Output of condensate -- a light oil extracted from natural gas -- is excluded from the OPEC+ deal. As the CDU-TEK doesn’t provide a breakdown between crude and condensate, it’s difficult to assess the nation’s compliance, but if February’s condensate production was in line with January, then daily crude output would be around 9.155 million barrels, some 30 thousand barrels per day lower than its OPEC+ quota.

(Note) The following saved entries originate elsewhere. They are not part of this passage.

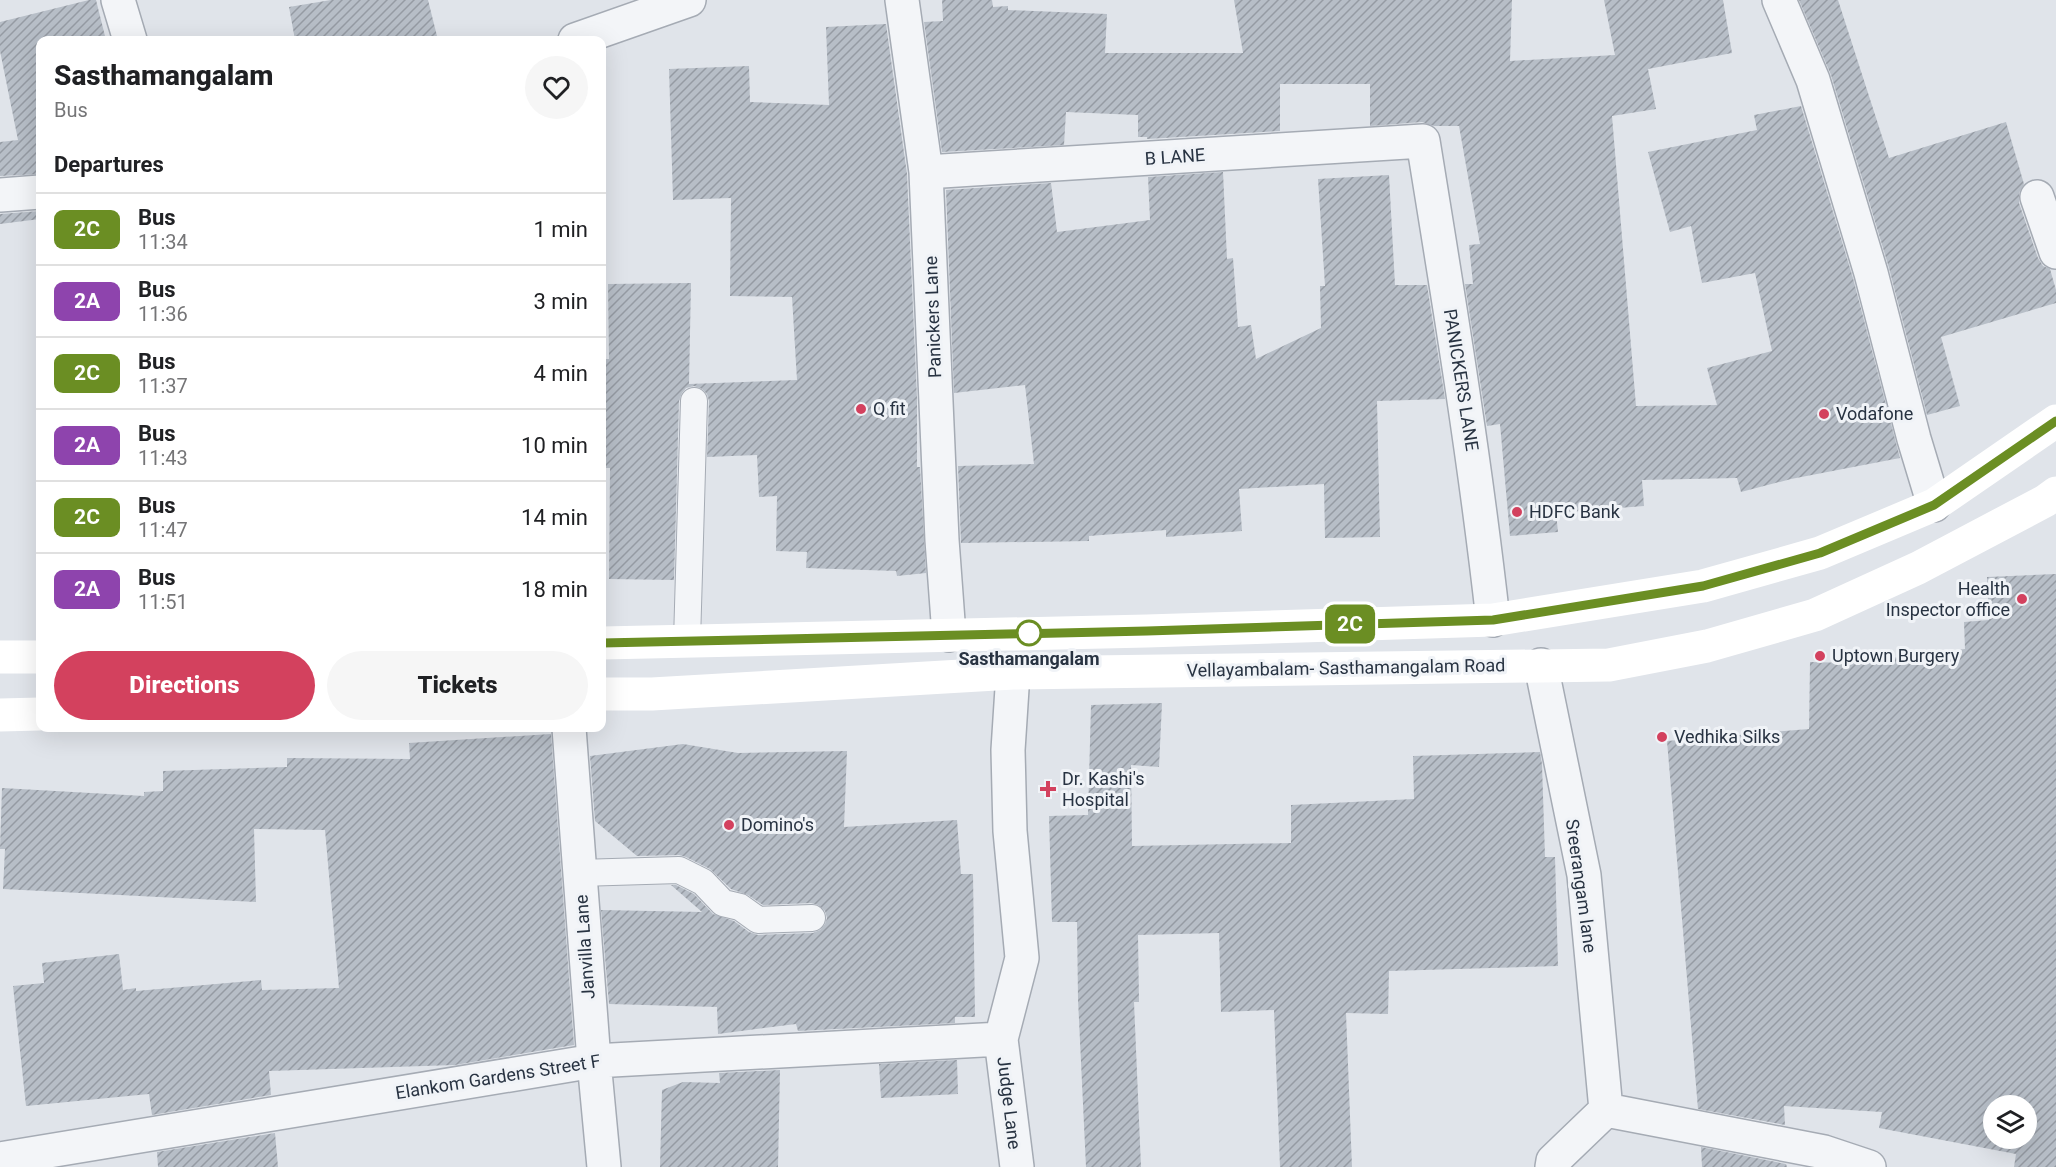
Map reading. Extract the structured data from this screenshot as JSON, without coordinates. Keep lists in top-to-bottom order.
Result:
{
  "streets": {
    "main road": ["Vellayambalam- Sasthamangalam Road"],
    "street": [
      "B LANE",
      "Panickers Lane",
      "PANICKERS LANE",
      "Sreerangam lane",
      "Janvilla Lane",
      "Elankom Gardens Street F",
      "Judge Lane"
    ]
  },
  "crossings": [
    ["B LANE", "Panickers Lane"],
    ["B LANE", "PANICKERS LANE"],
    ["Vellayambalam- Sasthamangalam Road", "Sreerangam lane"],
    ["Janvilla Lane", "Elankom Gardens Street F"],
    ["Elankom Gardens Street F", "Judge Lane"]
  ],
  "places": {
    "other": [
      "Q fit",
      "Vodafone",
      "HDFC Bank",
      "Health Inspector office",
      "Sasthamangalam",
      "Uptown Burgery",
      "Vedhika Silks",
      "Domino's"
    ],
    "health": ["Dr. Kashi's Hospital"]
  },
  "lines": ["bus line 2C"],
  "page": {
    "on_map": "2C",
    "heading": [
      ["Sasthamangalam", "Bus"],
      "Departures"
    ],
    "list": [
      {
        "mark": "2C",
        "name": "Bus",
        "note": "11:34",
        "value": "1 min"
      },
      {
        "mark": "2A",
        "name": "Bus",
        "note": "11:36",
        "value": "3 min"
      },
      {
        "mark": "2C",
        "name": "Bus",
        "note": "11:37",
        "value": "4 min"
      },
      {
        "mark": "2A",
        "name": "Bus",
        "note": "11:43",
        "value": "10 min"
      },
      {
        "mark": "2C",
        "name": "Bus",
        "note": "11:47",
        "value": "14 min"
      },
      {
        "mark": "2A",
        "name": "Bus",
        "note": "11:51",
        "value": "18 min"
      }
    ],
    "buttons": ["Directions", "Tickets"]
  }
}
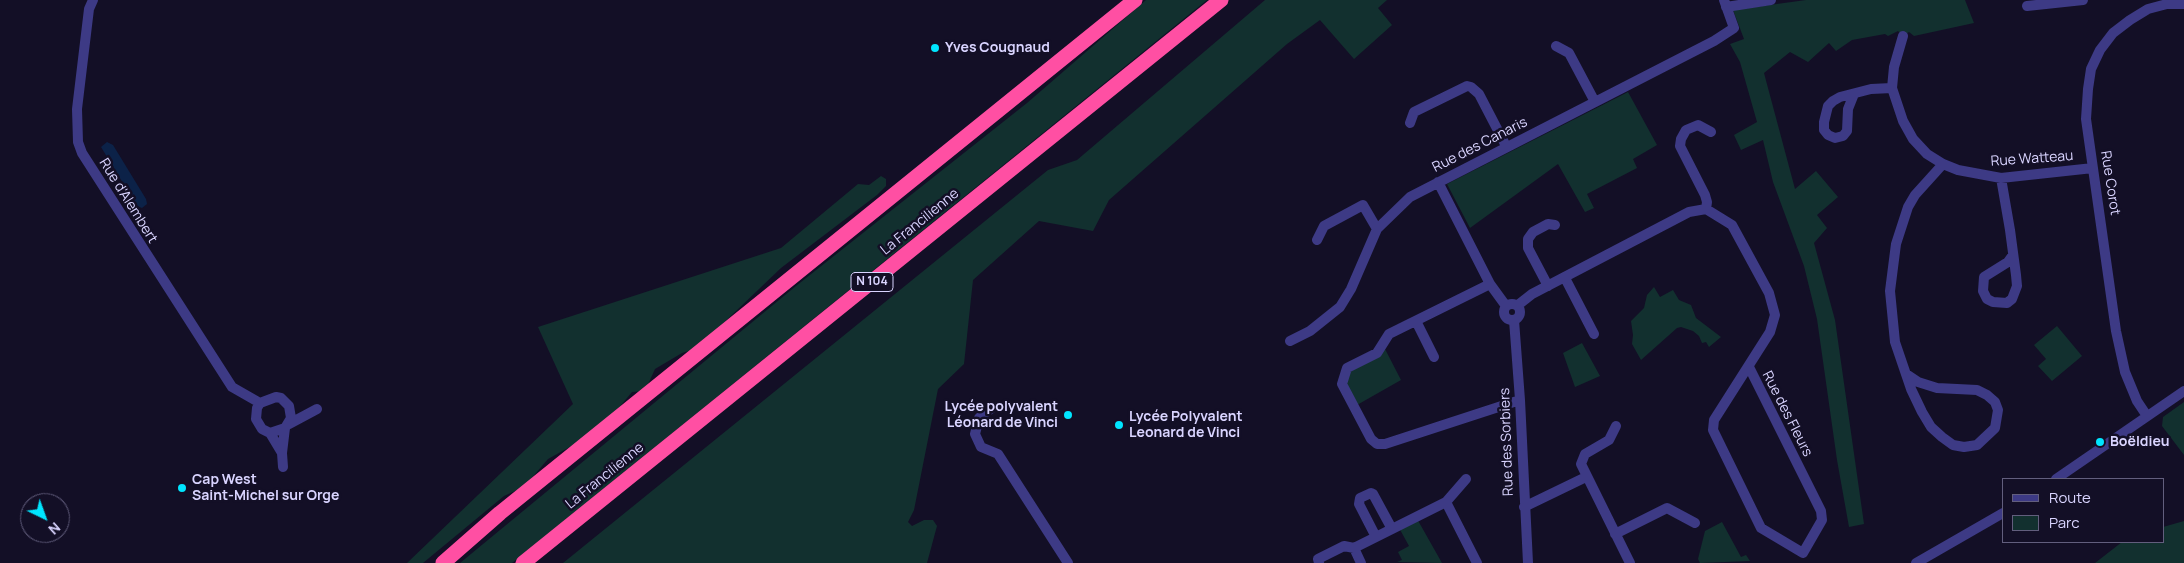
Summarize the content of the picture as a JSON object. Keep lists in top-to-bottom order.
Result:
{
  "streets": {
    "highway": ["La Francilienne", "N 104"],
    "street": [
      "Rue des Canaris",
      "Rue Watteau",
      "Rue Corot",
      "Rue d'Alembert",
      "Rue des Fleurs",
      "Rue des Sorbiers"
    ]
  },
  "crossings": [
    ["Rue des Canaris", "Rue des Sorbiers"],
    ["Rue Watteau", "Rue Corot"]
  ],
  "places": [
    "Yves Cougnaud",
    "Lycée polyvalent Léonard de Vinci",
    "Lycée Polyvalent Leonard de Vinci",
    "Boëldieu",
    "Cap West Saint-Michel sur Orge"
  ],
  "legend": ["Route", "Parc"],
  "north": "bottom right"
}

Russia and close oil ally Kazakhstan were allowed to produce more in February and March under the deal reached between the Organization of Petroleum Exporting Countries and its partners. Russia’s quota rose by 65,000 barrels a day in February, and will do so again this month. Other OPEC+ members kept output flat, while Saudi Arabia voluntarily slashed an extra 1 million barrels a day. OPEC+ meets again this week to discuss production levels beyond March.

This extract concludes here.